[fp8] hotfix backward hook (#6053)

* [fp8] hotfix backward hook * [fp8] hotfix pipeline loss accumulation
2025-09-02 17:46:42 +00:00 · 2024-09-11 16:11:25 +08:00
parent c54c4fcd15
commit 13946c4448
6 changed files with 31 additions and 17 deletions
--- a/colossalai/zero/low_level/low_level_optim.py
+++ b/colossalai/zero/low_level/low_level_optim.py
@@ -1,6 +1,6 @@
 # this code is inspired by the DeepSpeed library and implemented with our own design from scratch
 import copy
-from contextlib import contextmanager
+from contextlib import contextmanager, nullcontext
 from functools import partial
 from typing import Dict, Iterator, List, Optional, Tuple
 from weakref import proxy
@@ -88,6 +88,7 @@ class LowLevelZeroOptimizer(OptimizerWrapper):
        master_weights: bool = True,  # master weights
        overlap_allgather: bool = False,
        fp8_communication: bool = False,
+        backward_context=None,
    ):
        super(LowLevelZeroOptimizer, self).__init__(optim=optimizer)
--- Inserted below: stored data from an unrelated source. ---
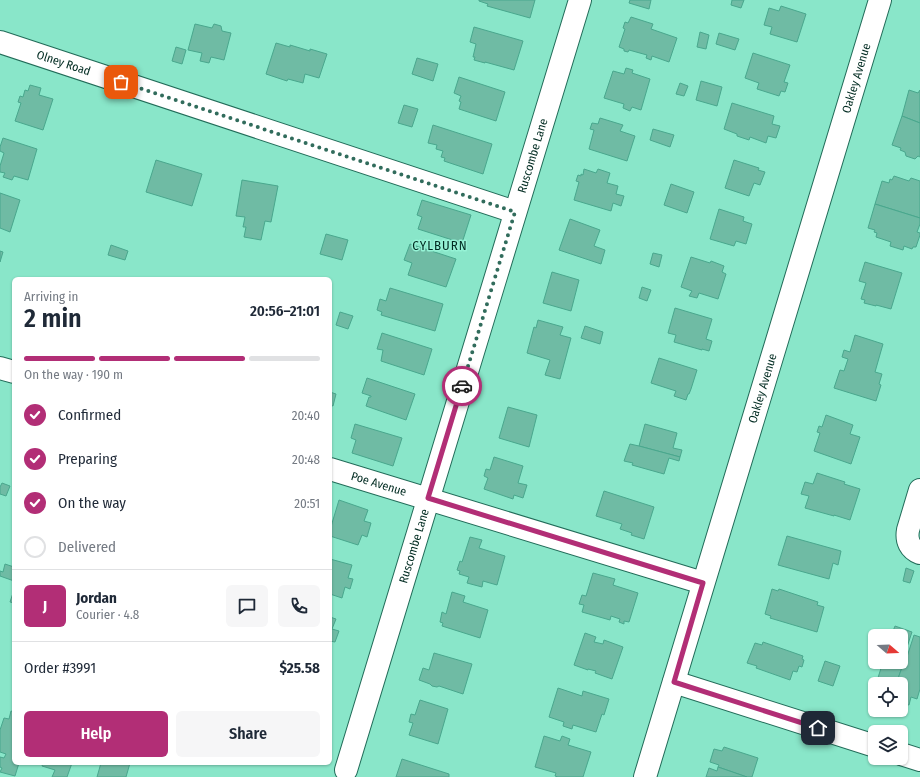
<!DOCTYPE html>
<html lang="en">
<head>
<meta charset="utf-8">
<style>
	body { margin:0; font-family:"Fira Sans Condensed",sans-serif; background:#f6f6f7; color:#1f2937; height:100vh; display:flex; flex-direction:column; font-size:15px; white-space:nowrap }
	* { box-sizing:border-box; margin:0 }
	p { font-size:13px; color:#747a83 }
	.icon { flex:none; width:22px; height:22px; fill:none; stroke:currentColor; stroke-width:2; stroke-linecap:round; stroke-linejoin:round }
	.map { position:relative; flex:1; overflow:hidden }
	.sheet { position:absolute; left:12px; top:277px; width:320px; height:488px; display:flex; flex-direction:column; background:#fff; border-radius:6px; box-shadow:0 1px 3px #0004 }
	.sheet>* { flex:none }
	.needle { width:26px; rotate:109deg }
	.controls { position:absolute; left:868px; top:629px; display:grid; gap:8px }
	.controls a { display:grid; place-items:center; width:40px; height:40px; border-radius:6px; background:#fff; box-shadow:0 1px 3px #0004; font-size:20px }
	.pin { position:absolute; display:grid; place-items:center; width:34px; height:34px; color:#fff; margin:-17px; border-radius:8px; box-shadow:0 2px 6px #0006 }
	.courier { position:absolute; display:grid; place-items:center; width:40px; height:40px; margin:-20px; border:3px solid #b22e76; border-radius:50%; background:#fff; color:#222; box-shadow:0 1px 5px #0007 }
	.overview em { font-style:normal; font-weight:600 }
	.overview div { display:flex; flex-direction:column-reverse }
	.overview { display:flex; align-items:center; justify-content:space-between; height:68px; padding:0 12px }
	h1 { font-size:26px; font-weight:600; line-height:30px }
	.bar { display:grid; grid-template-columns:repeat(4,1fr); gap:6px 4px; align-content:center; height:48px; padding:0 12px }
	.bar i { height:5px; border-radius:3px; background:#e0e1e3 }
	.bar .selected { background:#b22e76 }
	.bar p { grid-column:span 4 }
	.line { display:flex; align-items:center; gap:10px; padding:0 12px; border-top:1px solid #e0e1e3 }
	.line div { flex:1 }
	.round { display:grid; place-items:center; flex:none; width:42px; height:42px; border-radius:6px; background:#f6f6f7 }
	ol { padding:0 12px; list-style:none }
	li { display:flex; align-items:center; gap:12px; height:44px }
	li p { margin-inline-start:auto }
	li .icon { padding:4px; border-radius:50%; background:#b22e76; color:#fff; stroke-width:4 }
	li:last-child { color:#747a83 }
	li i { width:22px; height:22px; border:2px solid #e0e1e3; border-radius:50% }
	.primary-button { display:flex; gap:8px; margin-top:auto; padding:8px 12px }
	.primary-button a { flex:1; height:46px; border-radius:6px; background:#b22e76; color:#fff; font-size:16px; font-weight:600; line-height:46px; text-align:center }
	.primary-button a+a { background:#f6f6f7; color:#1f2937 }
	.map>svg:first-child { display:block }
	.building { fill:#6fbba4; stroke:#49a78d }
	.lines { fill:none; stroke-linecap:round; stroke-linejoin:round }
	.minor-casing { stroke:#226c59; stroke-width:24 }
	.minor { stroke:#fff; stroke-width:22 }
	.done { stroke:#316c5c; stroke-width:4; stroke-dasharray:0 7.2 }
	.route { stroke:#b22e76; stroke-width:5 }
	.labels { text-anchor:middle; dominant-baseline:central; stroke-width:3; stroke-linejoin:round; paint-order:stroke }
	.street-label { font-size:12px; fill:#012b21; stroke:#96f3d6 }
	.neighbourhood-label { font-size:13px; letter-spacing:1px; fill:#012b21; stroke:#96f3d6 }
</style>
</head>
<body>
<div class="map">
<svg width="920" height="777" viewBox="0 0 920 777">
	<rect width="100%" height="100%" fill="#89e6c9"/>
	<g class="building">
		<path d="M479 0H535L530 18 487 6 488 4 479 1Z"/>
		<path d="M630 0H651L649 9 629 3Z"/>
		<path d="M732 0H744L741 8 731 5Z"/>
		<path d="M781 6 806 14 797 42 770 34 772 27 764 25 769 8 779 11Z"/>
		<path d="M631 17 653 24 651 29 677 38 669 62 652 56 651 60 646 58 647 55 629 50 628 52 624 51V49L619 47 625 29 623 28 625 22 628 23Z"/>
		<path d="M195 24 212 28 214 24 221 26 222 31 231 33 224 60 211 57 209 63 200 61 202 53 188 50Z"/>
		<path d="M474 27 523 41 514 70 485 62V63L474 60 475 57H473L476 44 470 42Z"/>
		<path d="M700 32 709 35 706 49 697 47Z"/>
		<path d="M719 33 739 39 735 50 716 44Z"/>
		<path d="M276 43 290 47V45L310 51V49L327 54 319 78 305 74 303 83 288 79 287 81 266 74Z"/>
		<path d="M176 47 186 50 182 64 172 61Z"/>
		<path d="M753 53 790 65 784 82 788 83 785 92 781 91 779 96 757 89 759 83 745 78Z"/>
		<path d="M417 58 438 64 433 81 412 74Z"/>
		<path d="M626 68 633 70 632 73 650 79 641 110 632 107 630 111 623 108 624 104 604 98 613 71 624 74Z"/>
		<path d="M459 77 505 92 496 121 459 109 461 102 459 101 461 96 454 93Z"/>
		<path d="M701 81 722 87 717 106 696 100Z"/>
		<path d="M680 83 688 86 684 96 676 94Z"/>
		<path d="M30 85 41 88 39 95 53 99 43 130 15 121 21 103 18 102 20 96 23 97 25 90 28 91Z"/>
		<path d="M909 90 918 93 920 90V123L902 116Z"/>
		<path d="M732 103 774 116 772 124 780 126 776 138 768 136 766 143 750 137 749 140 737 136V134L724 129Z"/>
		<path d="M404 105 418 109 412 127 398 123Z"/>
		<path d="M902 116 920 123V157L918 156 915 159 906 156 905 152 900 150 901 148 892 145Z"/>
		<path d="M600 118 623 125 620 131 635 136 627 161 589 149 594 130 590 129 592 123 598 124Z"/>
		<path d="M433 125 492 144 483 174 444 161 445 158 441 157 443 151 436 149 437 145 428 143Z"/>
		<path d="M653 129 674 135 670 147 650 140Z"/>
		<path d="M3 138 37 149 28 180 14 176 12 180 3 177 5 173 0 172V166L4 153 0 151V147Z"/>
		<path d="M156 160 202 174 192 206 146 192Z"/>
		<path d="M734 160 759 168 758 170 765 172 760 185 754 183 749 196 725 188Z"/>
		<path d="M584 169 596 173 598 169 610 173 607 183 618 186 616 194 624 196 621 206 613 203 611 211 574 200 579 182 576 181 578 175 581 176V174L583 175Z"/>
		<path d="M894 176 909 181 911 178 920 181V218L875 204 882 181 889 183 890 179 892 180Z"/>
		<path d="M242 180 278 186 271 222 265 221 261 240 244 237 246 227H243L245 217 236 216Z"/>
		<path d="M671 184 694 192 687 213 664 205Z"/>
		<path d="M0 193 20 200 10 232 0 228Z"/>
		<path d="M422 200 471 215 462 243 418 229 422 217 417 215Z"/>
		<path d="M875 204 920 218V224L917 232 920 233V235L916 247H913L912 249 904 246 903 250 890 246 891 242 876 237 877 233 874 232 875 230 868 228Z"/>
		<path d="M719 209 744 217 743 221 752 224 746 244 736 241 734 246 710 239Z"/>
		<path d="M570 219 600 230 594 246 605 250 601 264 559 250Z"/>
		<path d="M326 234 348 240 342 260 320 254Z"/>
		<path d="M410 244 456 259 446 287 408 275 412 263 404 260Z"/>
		<path d="M111 245 128 251 125 260 108 255Z"/>
		<path d="M0 251 3 252 0 262Z"/>
		<path d="M653 253 662 255 659 267 650 264Z"/>
		<path d="M691 257 710 263 711 261 724 266 722 272 726 274 718 299 699 293 697 298 689 296 692 291 681 287Z"/>
		<path d="M865 262 902 273 891 309 876 305V306L864 303 865 300 861 299 866 283 859 281Z"/>
		<path d="M552 272 579 280 571 311 543 303Z"/>
		<path d="M642 287 651 290 647 301 639 298Z"/>
		<path d="M390 288 443 304 435 331 381 315 382 312 377 310 380 299 386 301Z"/>
		<path d="M675 308 712 319 706 339 712 341 709 351 702 349V350L674 342 676 335 668 333Z"/>
		<path d="M340 312 353 316 348 329 336 325Z"/>
		<path d="M538 320 563 327 560 335 571 338 560 379 545 375 550 360 527 353 534 327 536 328Z"/>
		<path d="M585 326 603 332 600 344 581 338Z"/>
		<path d="M382 333 432 349 424 375 381 361 383 350 377 349Z"/>
		<path d="M855 335 883 344 875 372 882 374 879 384 881 385 876 401 834 388 840 370 844 371 848 359 842 357 844 350 850 352Z"/>
		<path d="M659 358 697 370 691 389 689 394H688L686 400 674 396 676 391 651 383Z"/>
		<path d="M367 378 415 394 406 420 366 406 369 397H371V396L362 393Z"/>
		<path d="M330 392 336 394 333 406 330 405Z"/>
		<path d="M508 407 537 415 529 447 499 438Z"/>
		<path d="M826 415 853 425 850 434 860 437 851 464 814 451 820 433 817 432 819 426 822 427Z"/>
		<path d="M355 424 402 438 393 466 352 453 356 440 351 438Z"/>
		<path d="M645 424 677 433 673 448 682 450 680 457 639 446Z"/>
		<path d="M630 444 639 446 680 457 679 461 669 458 664 474 632 465 633 463 624 461Z"/>
		<path d="M494 457 523 466 518 483 527 485 523 498 514 495 513 499 484 489 488 478 484 476 486 469 490 470Z"/>
		<path d="M817 473 845 482 844 484 860 489 850 520 834 515V516L805 508 809 496 801 494 805 482 813 484Z"/>
		<path d="M2 483 10 486 6 496 0 494V487Z"/>
		<path d="M604 491 654 507 644 539 631 535 632 533 620 529 622 524 596 516Z"/>
		<path d="M339 500 368 510 364 521 371 523 367 537 362 535 358 545 330 536V530Z"/>
		<path d="M787 536 841 551 838 565 833 563 829 579 778 565Z"/>
		<path d="M470 537 482 540 479 548 505 556 497 585 483 581 482 587 467 583 469 577 459 574 460 571 457 570 460 561 462 562Z"/>
		<path d="M330 559 352 565 348 578 353 579 350 589 345 587 342 598 330 594Z"/>
		<path d="M5 564 14 567V581L0 576V571L3 572Z"/>
		<path d="M906 568 914 571 910 583 903 581Z"/>
		<path d="M593 573 615 579 613 585 638 593 629 622 624 621V624L619 622 620 619 611 616 610 620 582 612 584 605 579 604 582 595 586 596Z"/>
		<path d="M772 589 778 591 779 589 818 602 817 605 824 607 817 632 770 618 771 616 765 614Z"/>
		<path d="M14 590V603L10 602Z"/>
		<path d="M452 592 465 596 463 602 488 610 480 638 442 626 443 623 440 622 442 612 446 614Z"/>
		<path d="M330 617 336 619 332 629 339 631 335 642 330 641Z"/>
		<path d="M895 626 912 632 902 662H904L896 684H876L883 662H901V636H891Z"/>
		<path d="M585 633 596 637 594 642 603 644 604 640 623 647 612 679 595 673 596 671 588 669V670L574 665Z"/>
		<path d="M914 635 920 637V689L917 699 911 697 909 705 901 703V684H896L904 662 905 663Z"/>
		<path d="M763 642 803 656 802 659 804 660 802 667 799 666 797 672 793 671 790 680 756 668 757 666 747 663 755 643 762 645Z"/>
		<path d="M434 653 472 664 463 694 439 686 437 687 432 686 430 684 419 680 423 668 429 670Z"/>
		<path d="M825 661 840 666 833 686 818 681Z"/>
		<path d="M558 688 582 696 583 691 609 699 604 715 602 714 596 732 573 725 572 729 563 726 564 722 549 717Z"/>
		<path d="M420 700 448 709 438 744 409 735 413 723 409 722 411 714 415 715Z"/>
		<path d="M11 711 14 712V763H19L15 776 0 772 2 768 0 767V757L4 758 6 754 0 752V730L4 718 9 719Z"/>
		<path d="M544 736 560 741 562 736 570 739 568 745 591 752 583 777H558L555 776 556 773 535 767Z"/>
		<path d="M724 747 758 758 752 777H747L718 767 719 765 710 762 714 749 722 751Z"/>
		<path d="M402 759 449 774V777H396Z"/>
		<path d="M43 763H72L67 777H52L55 770 42 766Z"/>
		<path d="M101 763H130L126 777H97Z"/>
		<path d="M718 767 747 777H706L709 768 717 771Z"/>
	</g>
	<g class="lines">
		<g class="minor-casing">
			<g id="minor">
				<path id="s1" d="M0 42 515 212"/>
				<path d="M0 368 14 372"/>
				<path id="s2" d="M330 469 703 583"/>
				<path d="M920 490 908 530C906 541 910 549 920 553"/>
				<path d="M674 682 875 746"/>
				<path d="M901 754 920 760"/>
				<path id="s3" d="M346 770 580 0"/>
				<path id="s4" d="M645 777 880 0"/>
			</g>
		</g>
		<use href="#minor" class="minor"/>
	</g>
	<g class="lines">
		<path class="done" d="M121 82 515 212 462 386"/>
		<path class="route" d="M462 386 428 498 703 583 674 682 818 728"/>
	</g>
	<g class="labels">
		<g class="street-label">
			<text stroke="none"><textPath href="#s1" startOffset="67">Olney Road</textPath></text>
			<text stroke="none"><textPath href="#s4" startOffset="730">Oakley Avenue</textPath></text>
			<text stroke="none"><textPath href="#s3" startOffset="642">Ruscombe Lane</textPath></text>
			<text stroke="none"><textPath href="#s4" startOffset="406">Oakley Avenue</textPath></text>
			<text stroke="none"><textPath href="#s2" startOffset="51">Poe Avenue</textPath></text>
			<text stroke="none"><textPath href="#s3" startOffset="234">Ruscombe Lane</textPath></text>
		</g>
		<g class="neighbourhood-label">
			<text x="440" y="245">CYLBURN</text>
		</g>
	</g>
</svg>
<div class="controls">
<a><svg class="needle" viewBox="-14 -14 28 28"><path d="M0-13l5 13h-10z" fill="#e53935"/><path d="M0 13l5-13h-10z" fill="#747a83"/></svg></a>
<a><svg class="icon" aria-label="locate" viewBox="0 0 24 24"><circle cx="12" cy="12" r="6"/><path d="M12 2v4M12 18v4M2 12h4M18 12h4"/></svg></a>
<a><svg class="icon" aria-label="layers" viewBox="0 0 24 24"><path d="M12 4l9 5-9 5-9-5zM3 14l9 5 9-5"/></svg></a>
</div>
<div class="pin" style="left:121px;top:82px;background:#ea580c"><svg class="icon" aria-label="bag" viewBox="0 0 24 24"><path d="M5 8h14l-1 12H6zM9 8a3 3 0 0 1 6 0"/></svg></div>
<div class="pin" style="left:818px;top:728px;background:#1f2937"><svg class="icon" aria-label="home" viewBox="0 0 24 24"><path d="M3 11l9-7 9 7M6 9v11h12V9"/></svg></div>
<div class="courier" style="left:462px;top:386px"><svg class="icon" aria-label="car" viewBox="0 0 24 24"><path d="M5 17H2v-5l4-1 3-4h7l3 4 3 1v5h-3M9 17h6M6 11h13"/><circle cx="7" cy="17" r="2"/><circle cx="17" cy="17" r="2"/></svg></div>
<section class="sheet">
<div class="overview"><div><h1>2 min</h1><p>Arriving in</p></div><em>20:56–21:01</em></div>
<div class="bar"><i class="selected"></i><i class="selected"></i><i class="selected"></i><i></i><p>On the way · 190 m</p></div>
<ol>
<li><svg class="icon" aria-label="check" viewBox="0 0 24 24"><path d="M5 12l5 5 9-10"/></svg>Confirmed<p>20:40</p></li>
<li><svg class="icon" aria-label="check" viewBox="0 0 24 24"><path d="M5 12l5 5 9-10"/></svg>Preparing<p>20:48</p></li>
<li><svg class="icon" aria-label="check" viewBox="0 0 24 24"><path d="M5 12l5 5 9-10"/></svg>On the way<p>20:51</p></li>
<li><i></i>Delivered</li>
</ol>
<div class="line" style="height:72px"><b class="round" style="background:#b22e76;color:#fff">J</b><div><b>Jordan</b><p>Courier · 4.8</p></div><a class="round"><svg class="icon" aria-label="chat" viewBox="0 0 24 24"><path d="M4 5h16v11H9l-5 4z"/></svg></a><a class="round"><svg class="icon" aria-label="phone" viewBox="0 0 24 24"><path d="M5 4h4l2 5-3 2q2 4 5 5l2-3 5 2v4C11 20 4 13 5 4z"/></svg></a></div>
<div class="line" style="height:52px"><div>Order #3991</div><b>$25.58</b></div>
<div class="primary-button"><a>Help</a><a>Share</a></div>
</section>
</div>
</body>
</html>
@@ -130,6 +131,7 @@ class LowLevelZeroOptimizer(OptimizerWrapper):
        self._reduce_bucket_size = reduce_bucket_size
        self._communication_dtype = communication_dtype
        self._fp8_communication = fp8_communication
+        self._backward_context = backward_context

        # gradient clipping
        self._clip_grad_norm = clip_grad_norm
@@ -429,7 +431,9 @@ class LowLevelZeroOptimizer(OptimizerWrapper):
        if self.mixed_precision_mixin is not None:
            loss = self.mixed_precision_mixin.pre_backward(loss)

-        loss.backward(retain_graph=retain_graph)
+        ctx = nullcontext() if self._backward_context is None else self._backward_context()
+        with ctx:
+            loss.backward(retain_graph=retain_graph)

        if not self.require_grad_sync:
            return